[Stored data]
**********
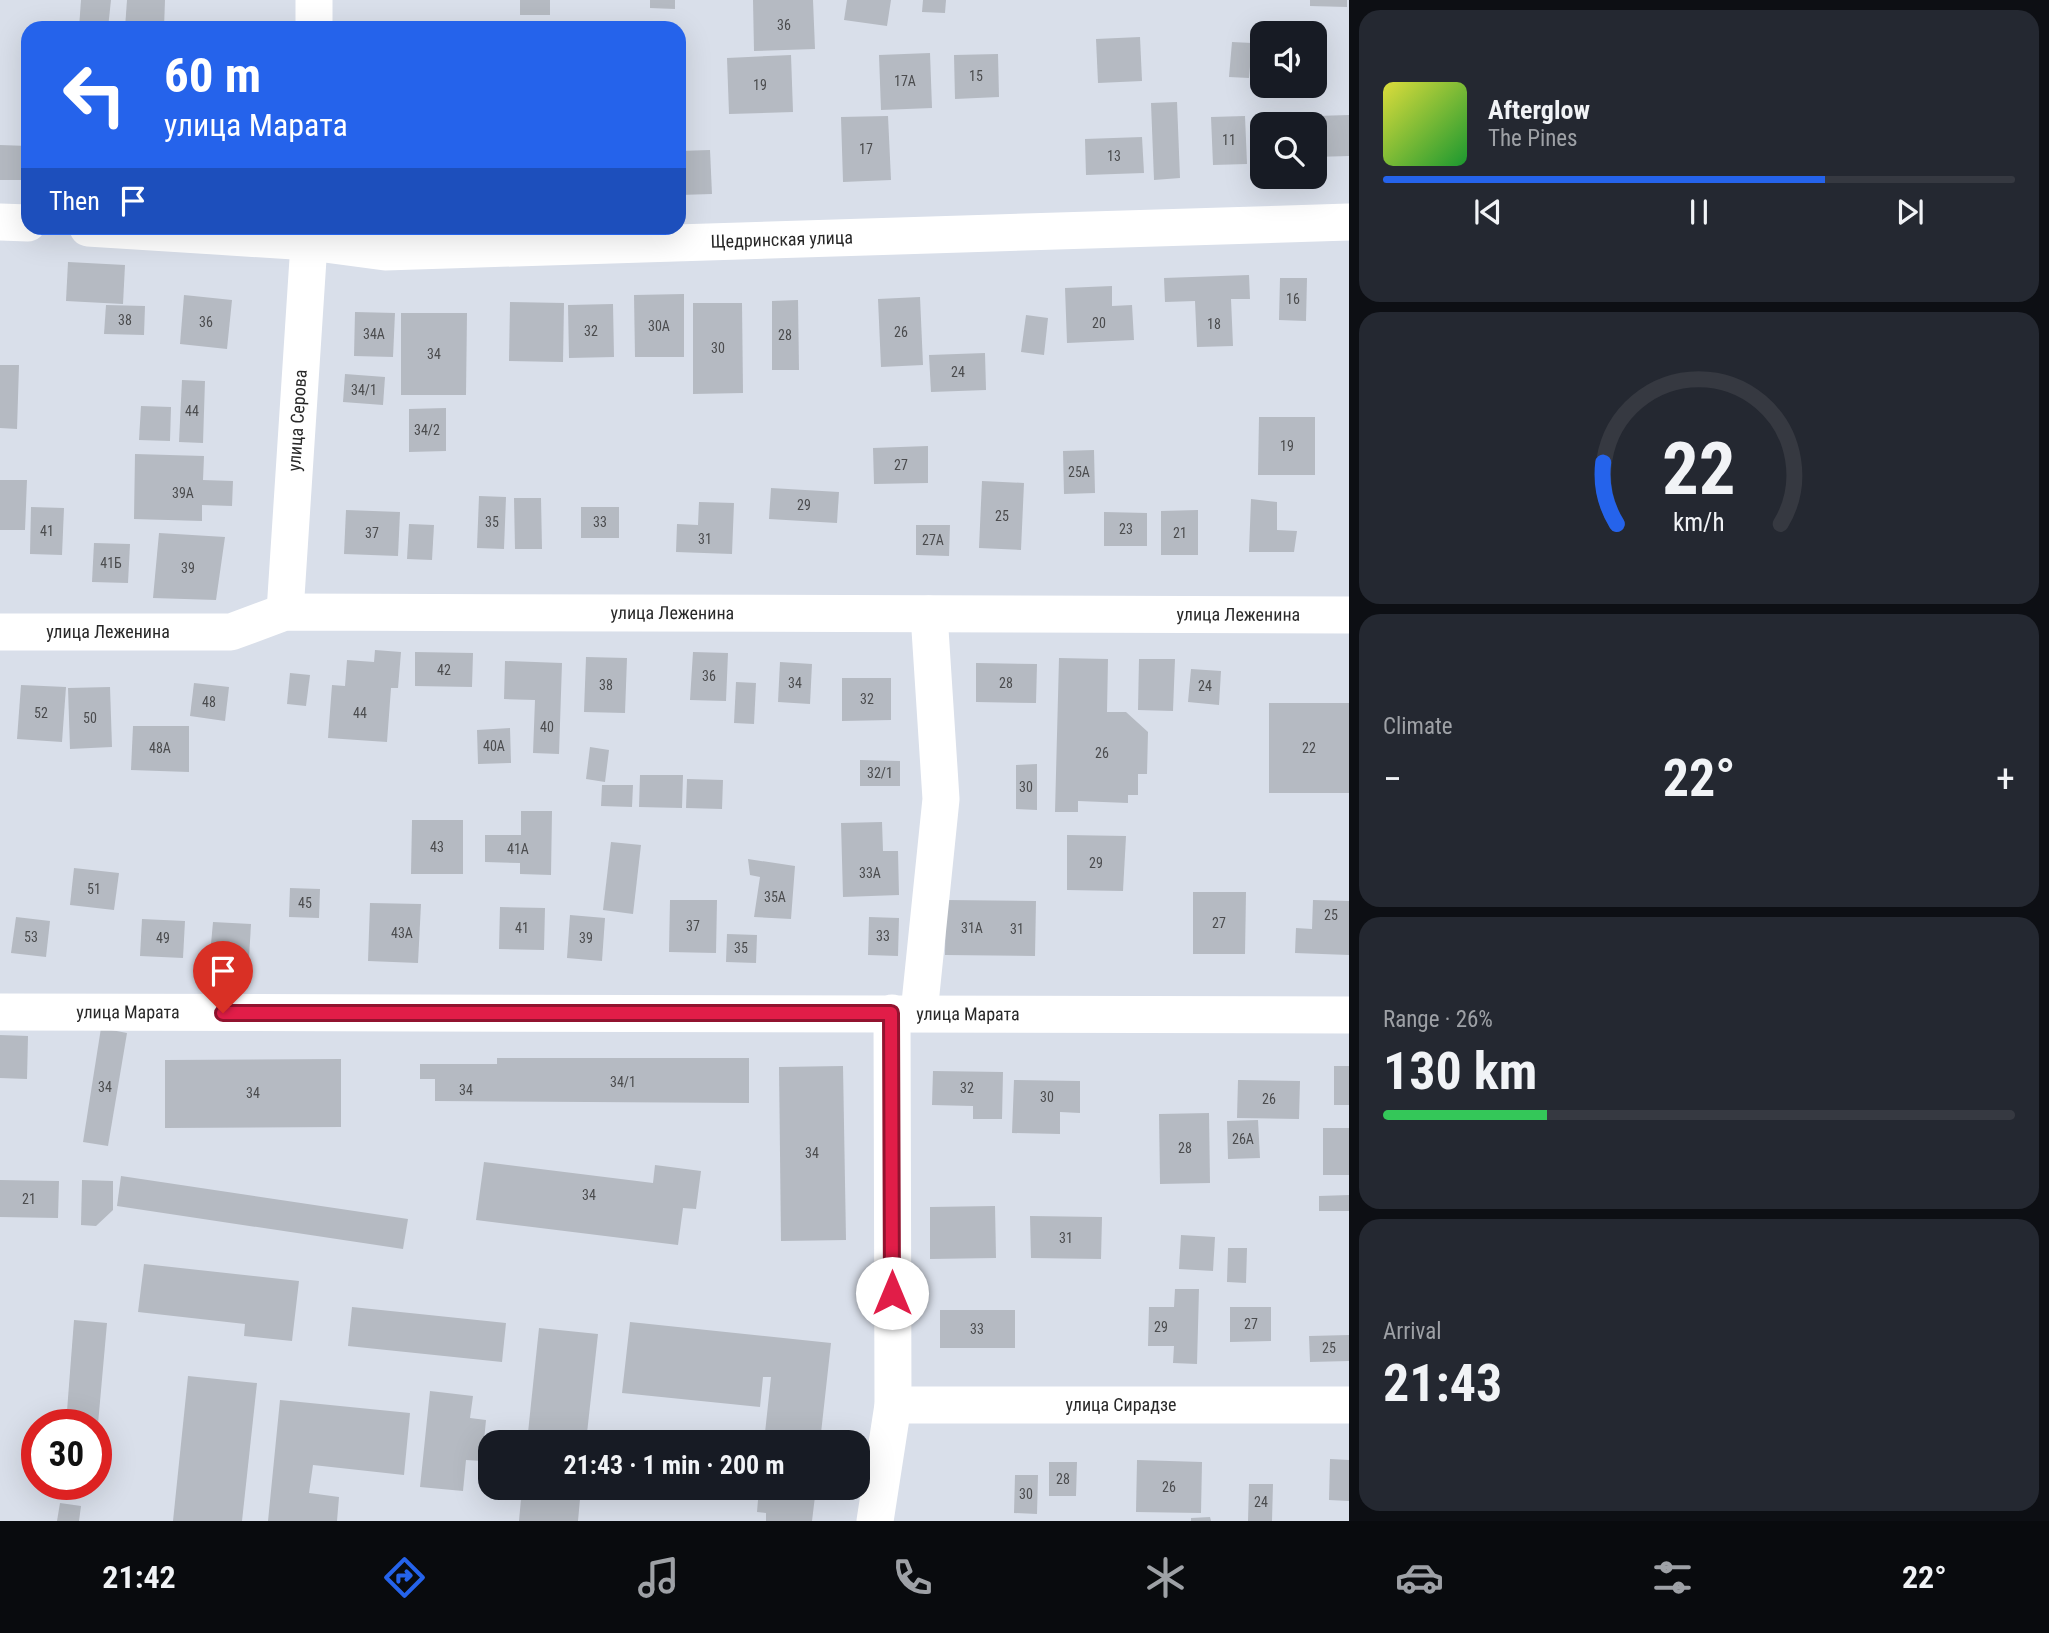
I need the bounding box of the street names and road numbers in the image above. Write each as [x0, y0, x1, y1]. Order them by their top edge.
street label: Щедринская улица [710, 226, 853, 252]
street label: улица Серова [283, 369, 311, 472]
street label: улица Леженина [611, 602, 734, 623]
street label: улица Леженина [1177, 604, 1300, 625]
street label: улица Леженина [46, 621, 170, 642]
street label: улица Марата [76, 1001, 180, 1022]
street label: улица Марата [916, 1003, 1020, 1024]
street label: улица Сирадзе [1066, 1394, 1176, 1415]

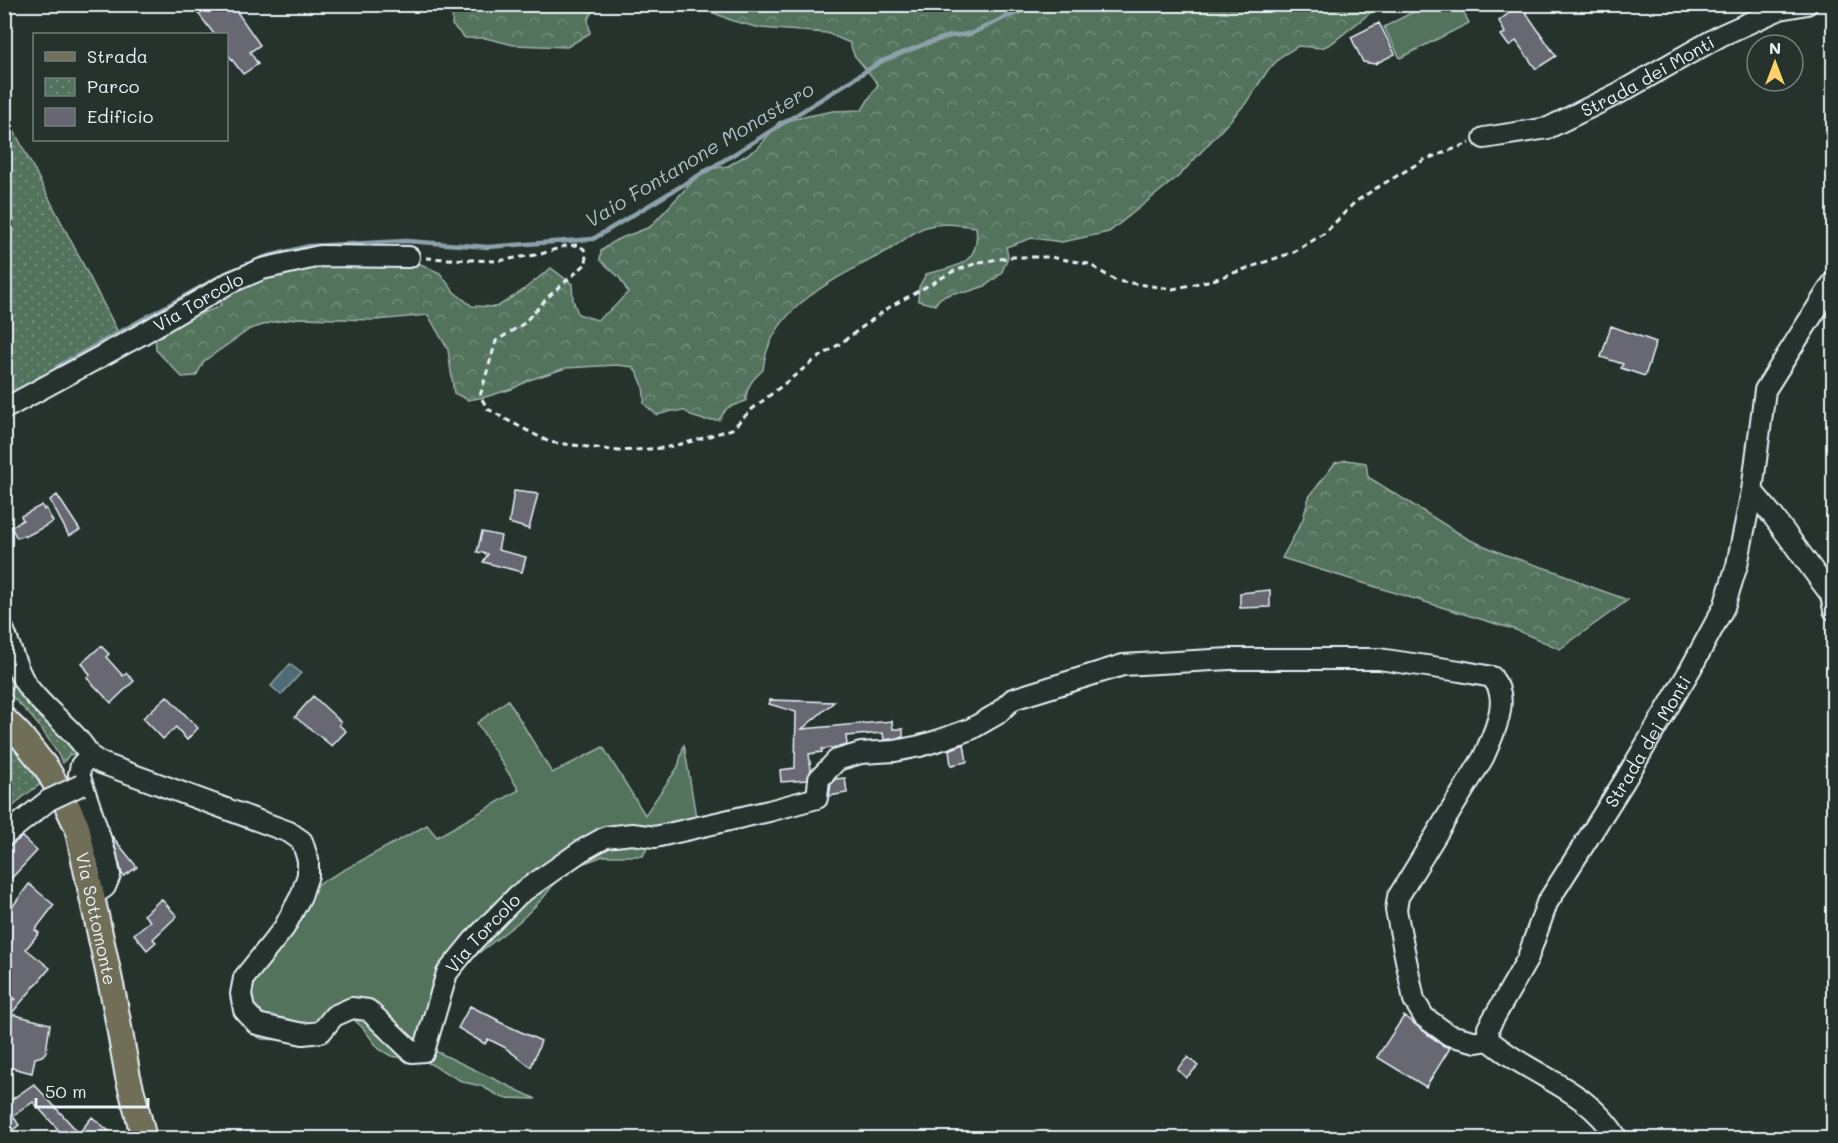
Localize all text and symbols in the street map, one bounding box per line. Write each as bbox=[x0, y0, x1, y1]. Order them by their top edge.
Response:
street label: Strada dei Monti bbox=[1577, 30, 1719, 122]
legend bbox=[33, 33, 228, 141]
north arrow bbox=[1745, 33, 1805, 93]
text: N bbox=[1769, 37, 1781, 58]
text: Strada bbox=[87, 44, 148, 68]
text: Parco bbox=[87, 74, 140, 98]
water label: Vaio Fontanone Monastero bbox=[580, 75, 818, 233]
text: Edificio bbox=[87, 104, 154, 128]
street label: Via Torcolo bbox=[149, 266, 247, 337]
street label: Strada dei Monti bbox=[1599, 671, 1696, 812]
street label: Via Sottomonte bbox=[71, 850, 123, 987]
street label: Via Torcolo bbox=[440, 888, 526, 978]
scale bar bbox=[36, 1071, 148, 1109]
text: 50 m bbox=[45, 1079, 87, 1103]

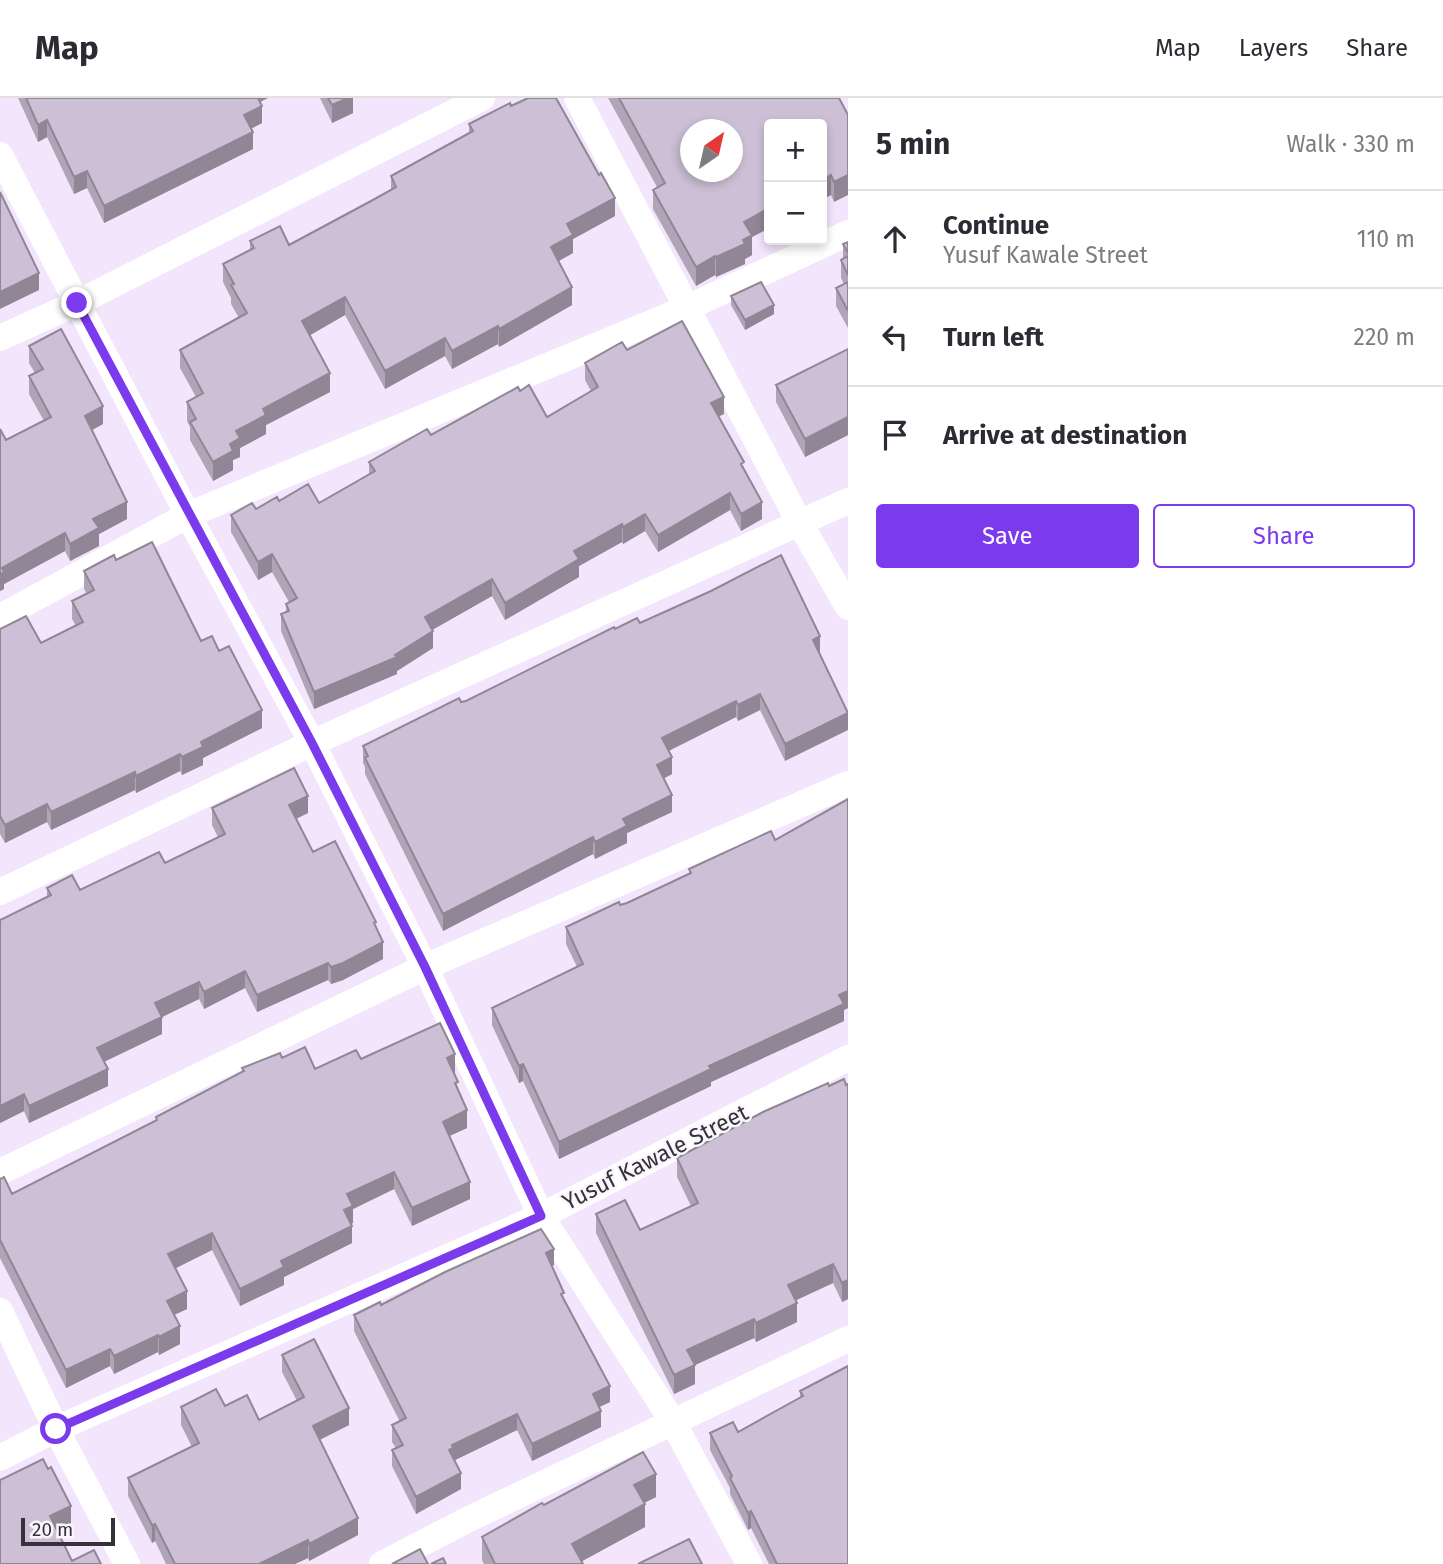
**********
--- Description of the task ---
Each entry above should be written out verbatim, minus its pictures.

--- Solution to the problem ---
I need the bounding box of the street names and road numbers in the image above. Write each as [x0, y0, x1, y1]. Order them by their top edge.
street label: Щедринская улица [710, 226, 853, 252]
street label: улица Серова [283, 369, 311, 472]
street label: улица Леженина [611, 602, 734, 623]
street label: улица Леженина [1177, 604, 1300, 625]
street label: улица Леженина [46, 621, 170, 642]
street label: улица Марата [76, 1001, 180, 1022]
street label: улица Марата [916, 1003, 1020, 1024]
street label: улица Сирадзе [1066, 1394, 1176, 1415]

Localize all text and symbols in the street map, one bounding box per line. Write each as bbox=[x0, y0, x1, y1]. Order them by their top edge.
Response:
street label: Strada dei Monti bbox=[1577, 30, 1719, 122]
legend bbox=[33, 33, 228, 141]
north arrow bbox=[1745, 33, 1805, 93]
text: N bbox=[1769, 37, 1781, 58]
text: Strada bbox=[87, 44, 148, 68]
text: Parco bbox=[87, 74, 140, 98]
water label: Vaio Fontanone Monastero bbox=[580, 75, 818, 233]
text: Edificio bbox=[87, 104, 154, 128]
street label: Via Torcolo bbox=[149, 266, 247, 337]
street label: Strada dei Monti bbox=[1599, 671, 1696, 812]
street label: Via Sottomonte bbox=[71, 850, 123, 987]
street label: Via Torcolo bbox=[440, 888, 526, 978]
scale bar bbox=[36, 1071, 148, 1109]
text: 50 m bbox=[45, 1079, 87, 1103]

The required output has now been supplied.